### REQUIREMENT:
Take the lines of the data below from the very first through the line containing "position:absolute; right:18px; bottom:18px;" and output them exactly, pictures excluded.

START RECORDS SUPPLIED

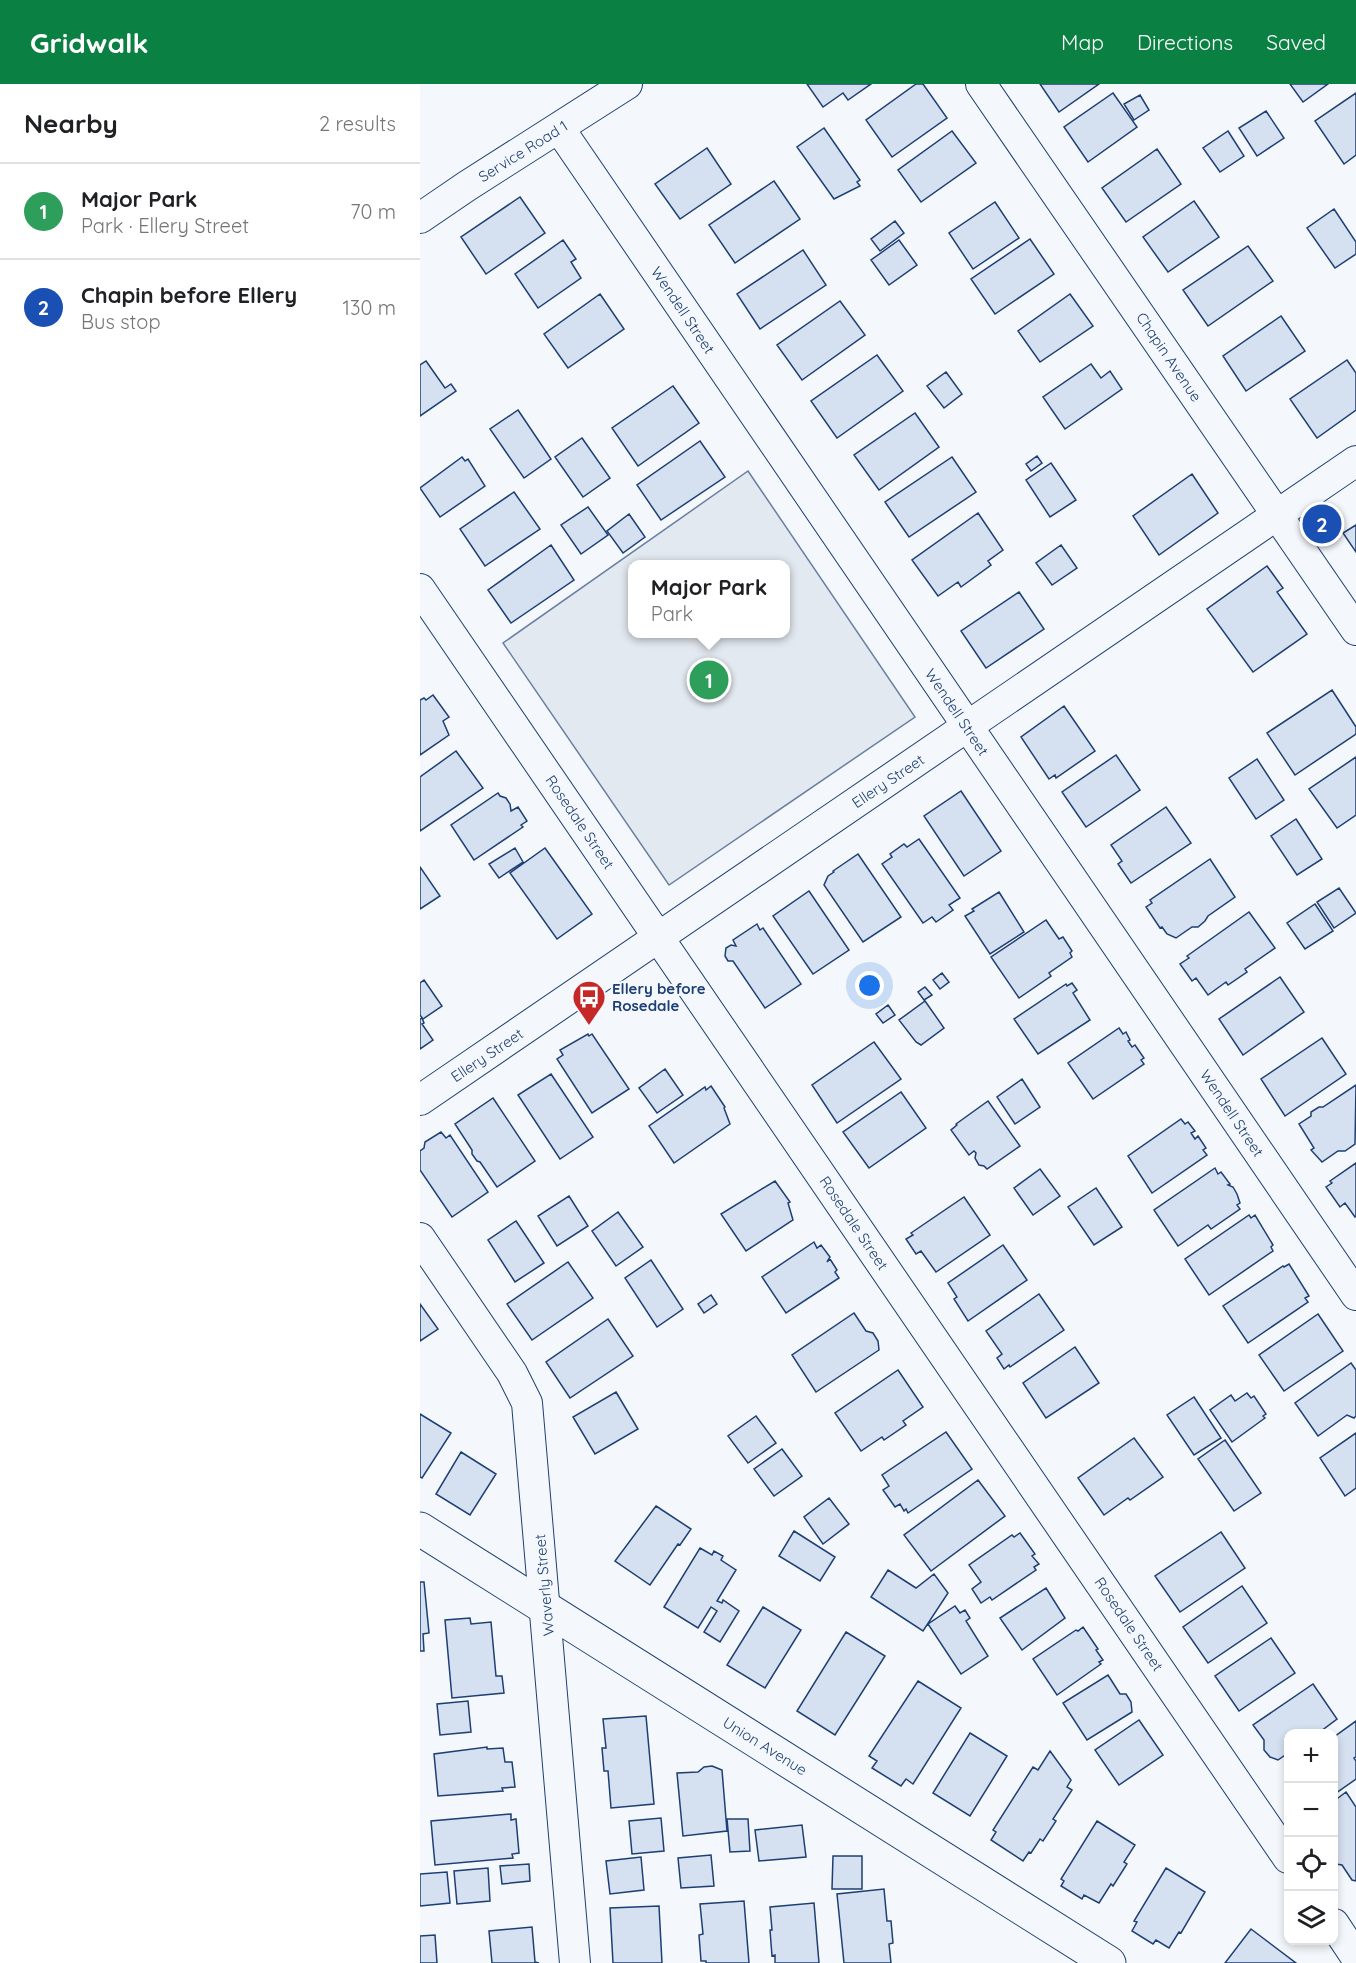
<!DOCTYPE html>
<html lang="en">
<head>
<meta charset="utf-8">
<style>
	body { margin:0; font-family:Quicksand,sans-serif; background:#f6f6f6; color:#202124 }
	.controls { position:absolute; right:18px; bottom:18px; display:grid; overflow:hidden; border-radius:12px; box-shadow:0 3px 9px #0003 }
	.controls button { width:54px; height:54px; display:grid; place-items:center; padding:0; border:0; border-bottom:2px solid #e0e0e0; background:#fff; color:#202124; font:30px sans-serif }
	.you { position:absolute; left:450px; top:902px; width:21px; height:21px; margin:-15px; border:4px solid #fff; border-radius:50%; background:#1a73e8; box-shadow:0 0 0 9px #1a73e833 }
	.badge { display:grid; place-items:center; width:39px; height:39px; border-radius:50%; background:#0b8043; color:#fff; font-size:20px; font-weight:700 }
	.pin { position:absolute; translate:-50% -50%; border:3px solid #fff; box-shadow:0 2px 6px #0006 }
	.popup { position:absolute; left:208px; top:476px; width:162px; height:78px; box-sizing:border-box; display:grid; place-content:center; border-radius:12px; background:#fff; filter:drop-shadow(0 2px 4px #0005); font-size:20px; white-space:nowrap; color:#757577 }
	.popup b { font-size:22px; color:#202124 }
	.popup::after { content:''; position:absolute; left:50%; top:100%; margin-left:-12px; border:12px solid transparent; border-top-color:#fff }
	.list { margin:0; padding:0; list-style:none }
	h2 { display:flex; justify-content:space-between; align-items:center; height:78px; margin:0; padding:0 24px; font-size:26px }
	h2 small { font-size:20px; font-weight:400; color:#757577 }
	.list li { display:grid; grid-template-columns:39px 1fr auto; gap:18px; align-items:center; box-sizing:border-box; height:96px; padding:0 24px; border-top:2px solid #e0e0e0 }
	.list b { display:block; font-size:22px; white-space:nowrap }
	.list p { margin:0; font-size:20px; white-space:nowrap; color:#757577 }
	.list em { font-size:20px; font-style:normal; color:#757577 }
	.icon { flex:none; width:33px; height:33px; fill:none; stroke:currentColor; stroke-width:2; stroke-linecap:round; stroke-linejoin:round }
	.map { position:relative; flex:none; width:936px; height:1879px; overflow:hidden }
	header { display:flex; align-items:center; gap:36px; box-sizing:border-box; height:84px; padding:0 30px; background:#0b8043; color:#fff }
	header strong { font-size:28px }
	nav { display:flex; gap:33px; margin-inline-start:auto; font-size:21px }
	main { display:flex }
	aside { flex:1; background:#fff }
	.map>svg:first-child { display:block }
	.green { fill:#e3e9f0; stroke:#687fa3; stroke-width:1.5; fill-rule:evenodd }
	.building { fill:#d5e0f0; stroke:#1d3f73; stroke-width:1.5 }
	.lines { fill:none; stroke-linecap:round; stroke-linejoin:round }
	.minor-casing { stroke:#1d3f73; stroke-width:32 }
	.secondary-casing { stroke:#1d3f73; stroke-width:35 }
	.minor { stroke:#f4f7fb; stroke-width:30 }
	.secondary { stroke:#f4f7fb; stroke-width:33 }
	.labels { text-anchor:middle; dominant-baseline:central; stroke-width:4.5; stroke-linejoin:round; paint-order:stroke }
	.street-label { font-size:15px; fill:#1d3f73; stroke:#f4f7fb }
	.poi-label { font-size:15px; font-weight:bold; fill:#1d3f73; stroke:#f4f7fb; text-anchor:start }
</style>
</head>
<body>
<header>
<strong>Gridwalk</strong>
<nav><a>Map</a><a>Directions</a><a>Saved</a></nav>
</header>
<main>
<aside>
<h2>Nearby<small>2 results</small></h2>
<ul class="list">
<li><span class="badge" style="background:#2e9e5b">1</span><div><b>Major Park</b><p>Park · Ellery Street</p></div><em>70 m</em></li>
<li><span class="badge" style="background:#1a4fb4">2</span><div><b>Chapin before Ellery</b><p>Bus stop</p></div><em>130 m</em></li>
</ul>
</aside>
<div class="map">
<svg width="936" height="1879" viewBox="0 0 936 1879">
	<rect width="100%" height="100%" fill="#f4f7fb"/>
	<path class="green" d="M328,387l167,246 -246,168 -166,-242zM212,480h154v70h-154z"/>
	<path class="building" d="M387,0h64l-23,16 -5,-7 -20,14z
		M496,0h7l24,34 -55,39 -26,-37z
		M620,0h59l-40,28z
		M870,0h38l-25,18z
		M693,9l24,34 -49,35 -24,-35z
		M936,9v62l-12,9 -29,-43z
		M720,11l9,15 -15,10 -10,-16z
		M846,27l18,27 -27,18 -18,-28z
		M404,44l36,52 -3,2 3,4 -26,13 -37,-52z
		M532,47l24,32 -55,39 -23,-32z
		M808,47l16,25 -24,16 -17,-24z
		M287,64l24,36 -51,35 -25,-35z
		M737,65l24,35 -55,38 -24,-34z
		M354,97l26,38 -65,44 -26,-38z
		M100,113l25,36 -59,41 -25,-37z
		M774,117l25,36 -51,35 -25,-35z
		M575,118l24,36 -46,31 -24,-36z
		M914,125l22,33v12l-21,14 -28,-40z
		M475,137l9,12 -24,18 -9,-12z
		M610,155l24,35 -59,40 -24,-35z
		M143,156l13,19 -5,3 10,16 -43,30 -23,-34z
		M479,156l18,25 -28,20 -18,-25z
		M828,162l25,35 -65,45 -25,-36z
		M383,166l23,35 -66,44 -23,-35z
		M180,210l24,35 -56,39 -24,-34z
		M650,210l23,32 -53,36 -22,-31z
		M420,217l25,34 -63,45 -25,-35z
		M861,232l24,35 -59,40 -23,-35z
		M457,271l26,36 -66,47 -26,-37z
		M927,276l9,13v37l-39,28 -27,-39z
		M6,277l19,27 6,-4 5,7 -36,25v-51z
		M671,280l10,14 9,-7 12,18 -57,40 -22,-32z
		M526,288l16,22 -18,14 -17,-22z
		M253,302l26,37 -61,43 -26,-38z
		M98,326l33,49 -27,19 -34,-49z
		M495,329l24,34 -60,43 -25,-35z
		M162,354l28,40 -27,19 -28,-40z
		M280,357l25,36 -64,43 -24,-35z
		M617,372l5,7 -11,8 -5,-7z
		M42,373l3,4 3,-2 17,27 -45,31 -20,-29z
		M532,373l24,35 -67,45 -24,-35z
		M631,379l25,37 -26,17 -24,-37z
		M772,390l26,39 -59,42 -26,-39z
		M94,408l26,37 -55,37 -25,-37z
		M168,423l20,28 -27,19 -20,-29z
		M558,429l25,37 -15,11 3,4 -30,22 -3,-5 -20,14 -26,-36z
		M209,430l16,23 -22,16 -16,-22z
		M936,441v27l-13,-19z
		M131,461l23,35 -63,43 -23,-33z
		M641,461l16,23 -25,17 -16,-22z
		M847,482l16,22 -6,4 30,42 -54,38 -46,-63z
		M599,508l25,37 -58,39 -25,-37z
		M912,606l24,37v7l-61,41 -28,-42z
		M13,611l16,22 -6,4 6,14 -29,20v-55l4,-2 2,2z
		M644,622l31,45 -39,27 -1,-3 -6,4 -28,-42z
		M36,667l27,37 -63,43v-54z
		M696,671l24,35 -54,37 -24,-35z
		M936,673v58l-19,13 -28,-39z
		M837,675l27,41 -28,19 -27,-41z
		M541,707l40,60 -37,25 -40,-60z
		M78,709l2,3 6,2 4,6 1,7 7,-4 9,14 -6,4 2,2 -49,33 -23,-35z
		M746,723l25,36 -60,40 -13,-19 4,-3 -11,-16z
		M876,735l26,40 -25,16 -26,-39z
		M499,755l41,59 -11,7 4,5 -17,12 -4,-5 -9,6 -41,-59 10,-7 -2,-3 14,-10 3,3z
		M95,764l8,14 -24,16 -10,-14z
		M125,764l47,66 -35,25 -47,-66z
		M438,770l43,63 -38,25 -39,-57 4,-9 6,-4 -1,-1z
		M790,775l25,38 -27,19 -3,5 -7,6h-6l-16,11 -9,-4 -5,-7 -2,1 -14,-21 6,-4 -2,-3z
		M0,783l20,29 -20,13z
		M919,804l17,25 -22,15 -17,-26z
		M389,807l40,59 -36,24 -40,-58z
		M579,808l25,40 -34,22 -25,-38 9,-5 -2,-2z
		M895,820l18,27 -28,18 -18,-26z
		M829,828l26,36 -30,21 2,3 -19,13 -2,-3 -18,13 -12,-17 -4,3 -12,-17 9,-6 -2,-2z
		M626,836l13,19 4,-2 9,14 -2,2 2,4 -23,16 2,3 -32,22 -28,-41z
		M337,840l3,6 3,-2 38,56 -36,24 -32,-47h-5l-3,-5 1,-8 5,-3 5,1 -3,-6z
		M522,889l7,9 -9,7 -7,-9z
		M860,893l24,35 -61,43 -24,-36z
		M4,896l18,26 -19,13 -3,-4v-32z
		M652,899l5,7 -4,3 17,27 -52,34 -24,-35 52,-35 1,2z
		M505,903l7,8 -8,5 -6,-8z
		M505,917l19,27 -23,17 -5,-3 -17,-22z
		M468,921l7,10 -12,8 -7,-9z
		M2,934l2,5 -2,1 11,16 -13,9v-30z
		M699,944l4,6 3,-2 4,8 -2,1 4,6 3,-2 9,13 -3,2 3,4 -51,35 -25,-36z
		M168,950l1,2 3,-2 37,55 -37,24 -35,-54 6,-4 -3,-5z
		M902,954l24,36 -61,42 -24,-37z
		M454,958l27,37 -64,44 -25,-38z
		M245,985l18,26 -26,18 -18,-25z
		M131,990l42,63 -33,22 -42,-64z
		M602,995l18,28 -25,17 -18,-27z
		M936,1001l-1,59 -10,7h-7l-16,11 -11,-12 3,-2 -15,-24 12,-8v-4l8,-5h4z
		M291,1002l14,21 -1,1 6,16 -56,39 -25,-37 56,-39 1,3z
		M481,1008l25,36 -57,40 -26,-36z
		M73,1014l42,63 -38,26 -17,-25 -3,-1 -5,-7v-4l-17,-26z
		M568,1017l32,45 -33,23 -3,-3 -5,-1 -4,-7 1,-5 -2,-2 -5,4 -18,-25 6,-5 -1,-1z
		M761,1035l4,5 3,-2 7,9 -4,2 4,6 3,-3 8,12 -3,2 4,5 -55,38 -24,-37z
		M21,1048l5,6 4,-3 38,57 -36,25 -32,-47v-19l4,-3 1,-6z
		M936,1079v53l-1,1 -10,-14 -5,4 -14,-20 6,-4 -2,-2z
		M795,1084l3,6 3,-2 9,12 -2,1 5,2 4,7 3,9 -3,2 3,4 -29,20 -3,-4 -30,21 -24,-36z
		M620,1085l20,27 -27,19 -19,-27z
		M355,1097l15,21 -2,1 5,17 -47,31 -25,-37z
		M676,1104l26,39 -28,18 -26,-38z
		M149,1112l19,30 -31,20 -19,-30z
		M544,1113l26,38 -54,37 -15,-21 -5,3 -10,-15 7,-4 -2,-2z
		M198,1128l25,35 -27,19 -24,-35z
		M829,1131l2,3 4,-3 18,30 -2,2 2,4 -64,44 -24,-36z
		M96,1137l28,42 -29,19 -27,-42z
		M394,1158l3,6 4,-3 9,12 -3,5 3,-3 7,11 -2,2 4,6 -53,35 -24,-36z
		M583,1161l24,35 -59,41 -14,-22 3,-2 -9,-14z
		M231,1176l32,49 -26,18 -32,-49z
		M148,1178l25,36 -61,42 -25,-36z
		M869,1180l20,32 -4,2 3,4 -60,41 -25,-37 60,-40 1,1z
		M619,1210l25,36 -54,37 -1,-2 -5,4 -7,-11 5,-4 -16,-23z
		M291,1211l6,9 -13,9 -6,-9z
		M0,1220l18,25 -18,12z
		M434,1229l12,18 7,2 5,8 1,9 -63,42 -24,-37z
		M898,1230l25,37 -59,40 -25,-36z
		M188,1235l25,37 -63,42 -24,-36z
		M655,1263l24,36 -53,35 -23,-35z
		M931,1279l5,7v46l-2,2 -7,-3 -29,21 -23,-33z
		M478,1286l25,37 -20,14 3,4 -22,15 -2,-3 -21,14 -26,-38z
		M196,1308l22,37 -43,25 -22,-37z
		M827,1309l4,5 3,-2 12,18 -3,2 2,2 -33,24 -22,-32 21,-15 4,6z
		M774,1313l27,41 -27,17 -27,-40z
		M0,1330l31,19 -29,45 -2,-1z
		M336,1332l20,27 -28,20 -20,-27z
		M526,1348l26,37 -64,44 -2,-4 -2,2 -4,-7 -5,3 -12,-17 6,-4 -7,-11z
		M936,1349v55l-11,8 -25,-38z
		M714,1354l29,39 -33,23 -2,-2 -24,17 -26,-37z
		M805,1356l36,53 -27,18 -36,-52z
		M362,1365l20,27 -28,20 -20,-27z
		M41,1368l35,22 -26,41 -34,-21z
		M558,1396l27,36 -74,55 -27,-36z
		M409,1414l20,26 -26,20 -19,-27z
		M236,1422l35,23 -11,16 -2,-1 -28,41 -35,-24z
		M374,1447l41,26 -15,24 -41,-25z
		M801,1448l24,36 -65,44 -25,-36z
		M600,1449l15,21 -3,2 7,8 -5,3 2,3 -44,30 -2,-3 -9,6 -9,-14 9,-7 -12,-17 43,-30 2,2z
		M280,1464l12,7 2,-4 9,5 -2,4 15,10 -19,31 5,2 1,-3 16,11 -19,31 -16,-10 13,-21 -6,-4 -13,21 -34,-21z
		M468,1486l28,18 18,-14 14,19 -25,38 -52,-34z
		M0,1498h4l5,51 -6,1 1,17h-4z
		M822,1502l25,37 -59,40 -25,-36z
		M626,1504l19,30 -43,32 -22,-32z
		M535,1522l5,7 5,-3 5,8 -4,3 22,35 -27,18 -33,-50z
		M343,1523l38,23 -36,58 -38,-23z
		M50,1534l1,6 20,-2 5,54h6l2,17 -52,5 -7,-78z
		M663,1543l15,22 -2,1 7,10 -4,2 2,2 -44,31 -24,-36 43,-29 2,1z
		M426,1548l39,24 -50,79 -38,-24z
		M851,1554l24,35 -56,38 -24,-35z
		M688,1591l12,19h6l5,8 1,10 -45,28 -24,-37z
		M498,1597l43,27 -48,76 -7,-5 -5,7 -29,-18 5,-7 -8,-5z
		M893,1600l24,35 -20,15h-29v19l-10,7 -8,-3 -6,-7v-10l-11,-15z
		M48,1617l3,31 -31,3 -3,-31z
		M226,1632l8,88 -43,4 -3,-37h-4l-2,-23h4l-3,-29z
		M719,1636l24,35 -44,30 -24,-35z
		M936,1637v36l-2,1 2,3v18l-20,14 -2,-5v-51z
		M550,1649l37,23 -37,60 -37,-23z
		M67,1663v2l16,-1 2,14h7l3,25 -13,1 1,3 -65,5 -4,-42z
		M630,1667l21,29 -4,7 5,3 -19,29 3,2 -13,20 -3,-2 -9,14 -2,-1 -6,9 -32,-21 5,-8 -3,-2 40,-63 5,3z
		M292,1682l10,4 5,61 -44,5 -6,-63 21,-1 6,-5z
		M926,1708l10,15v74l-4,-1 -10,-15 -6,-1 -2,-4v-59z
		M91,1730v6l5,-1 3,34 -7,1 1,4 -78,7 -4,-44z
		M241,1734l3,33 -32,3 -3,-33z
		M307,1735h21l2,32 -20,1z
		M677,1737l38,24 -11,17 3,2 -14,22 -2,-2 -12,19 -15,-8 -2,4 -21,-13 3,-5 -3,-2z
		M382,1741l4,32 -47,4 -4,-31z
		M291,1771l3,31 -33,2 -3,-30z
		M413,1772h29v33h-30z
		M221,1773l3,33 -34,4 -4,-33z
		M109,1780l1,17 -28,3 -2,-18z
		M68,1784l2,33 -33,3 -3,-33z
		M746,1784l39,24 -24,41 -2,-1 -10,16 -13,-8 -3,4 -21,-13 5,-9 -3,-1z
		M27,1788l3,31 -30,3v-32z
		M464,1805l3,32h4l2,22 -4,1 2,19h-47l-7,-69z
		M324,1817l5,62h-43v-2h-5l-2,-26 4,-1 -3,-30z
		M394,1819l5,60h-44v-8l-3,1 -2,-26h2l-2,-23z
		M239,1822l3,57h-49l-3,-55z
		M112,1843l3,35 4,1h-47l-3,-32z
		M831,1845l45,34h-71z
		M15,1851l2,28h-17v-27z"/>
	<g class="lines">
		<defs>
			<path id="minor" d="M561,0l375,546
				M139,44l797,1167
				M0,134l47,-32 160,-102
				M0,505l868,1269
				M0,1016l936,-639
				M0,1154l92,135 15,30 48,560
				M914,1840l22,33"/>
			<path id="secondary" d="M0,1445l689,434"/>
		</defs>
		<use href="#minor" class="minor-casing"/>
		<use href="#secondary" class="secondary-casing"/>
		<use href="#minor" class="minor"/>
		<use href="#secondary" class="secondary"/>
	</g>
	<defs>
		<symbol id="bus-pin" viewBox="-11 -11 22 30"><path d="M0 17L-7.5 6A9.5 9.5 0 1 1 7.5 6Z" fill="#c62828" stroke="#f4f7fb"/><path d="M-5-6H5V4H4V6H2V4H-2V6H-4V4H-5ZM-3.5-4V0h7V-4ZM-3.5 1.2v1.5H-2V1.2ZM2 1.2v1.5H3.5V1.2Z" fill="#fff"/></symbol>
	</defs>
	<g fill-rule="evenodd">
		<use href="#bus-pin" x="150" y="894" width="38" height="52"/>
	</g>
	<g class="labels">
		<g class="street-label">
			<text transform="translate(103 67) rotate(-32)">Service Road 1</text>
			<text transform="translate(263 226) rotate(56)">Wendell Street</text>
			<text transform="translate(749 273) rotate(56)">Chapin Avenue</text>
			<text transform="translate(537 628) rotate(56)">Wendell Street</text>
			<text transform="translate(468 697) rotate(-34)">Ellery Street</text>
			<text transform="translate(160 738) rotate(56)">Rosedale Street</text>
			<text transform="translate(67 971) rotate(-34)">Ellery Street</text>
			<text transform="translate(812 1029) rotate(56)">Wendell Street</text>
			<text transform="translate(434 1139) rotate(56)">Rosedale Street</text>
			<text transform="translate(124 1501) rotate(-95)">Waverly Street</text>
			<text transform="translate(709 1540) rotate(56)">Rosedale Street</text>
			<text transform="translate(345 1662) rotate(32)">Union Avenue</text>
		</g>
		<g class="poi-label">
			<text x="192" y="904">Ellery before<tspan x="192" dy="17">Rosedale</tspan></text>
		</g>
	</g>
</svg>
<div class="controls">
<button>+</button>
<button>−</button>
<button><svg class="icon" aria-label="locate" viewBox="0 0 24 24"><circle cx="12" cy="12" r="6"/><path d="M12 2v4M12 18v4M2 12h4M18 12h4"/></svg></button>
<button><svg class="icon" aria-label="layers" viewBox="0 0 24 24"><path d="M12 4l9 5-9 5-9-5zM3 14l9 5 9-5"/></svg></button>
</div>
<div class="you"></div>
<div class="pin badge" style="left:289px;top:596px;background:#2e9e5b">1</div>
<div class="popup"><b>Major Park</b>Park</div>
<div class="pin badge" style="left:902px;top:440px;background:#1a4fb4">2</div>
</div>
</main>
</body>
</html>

END RECORDS SUPPLIED

### WORKED SOLUTION:
<!DOCTYPE html>
<html lang="en">
<head>
<meta charset="utf-8">
<style>
	body { margin:0; font-family:Quicksand,sans-serif; background:#f6f6f6; color:#202124 }
	.controls { position:absolute; right:18px; bottom:18px; display:grid; overflow:hidden; border-radius:12px; box-shadow:0 3px 9px #0003 }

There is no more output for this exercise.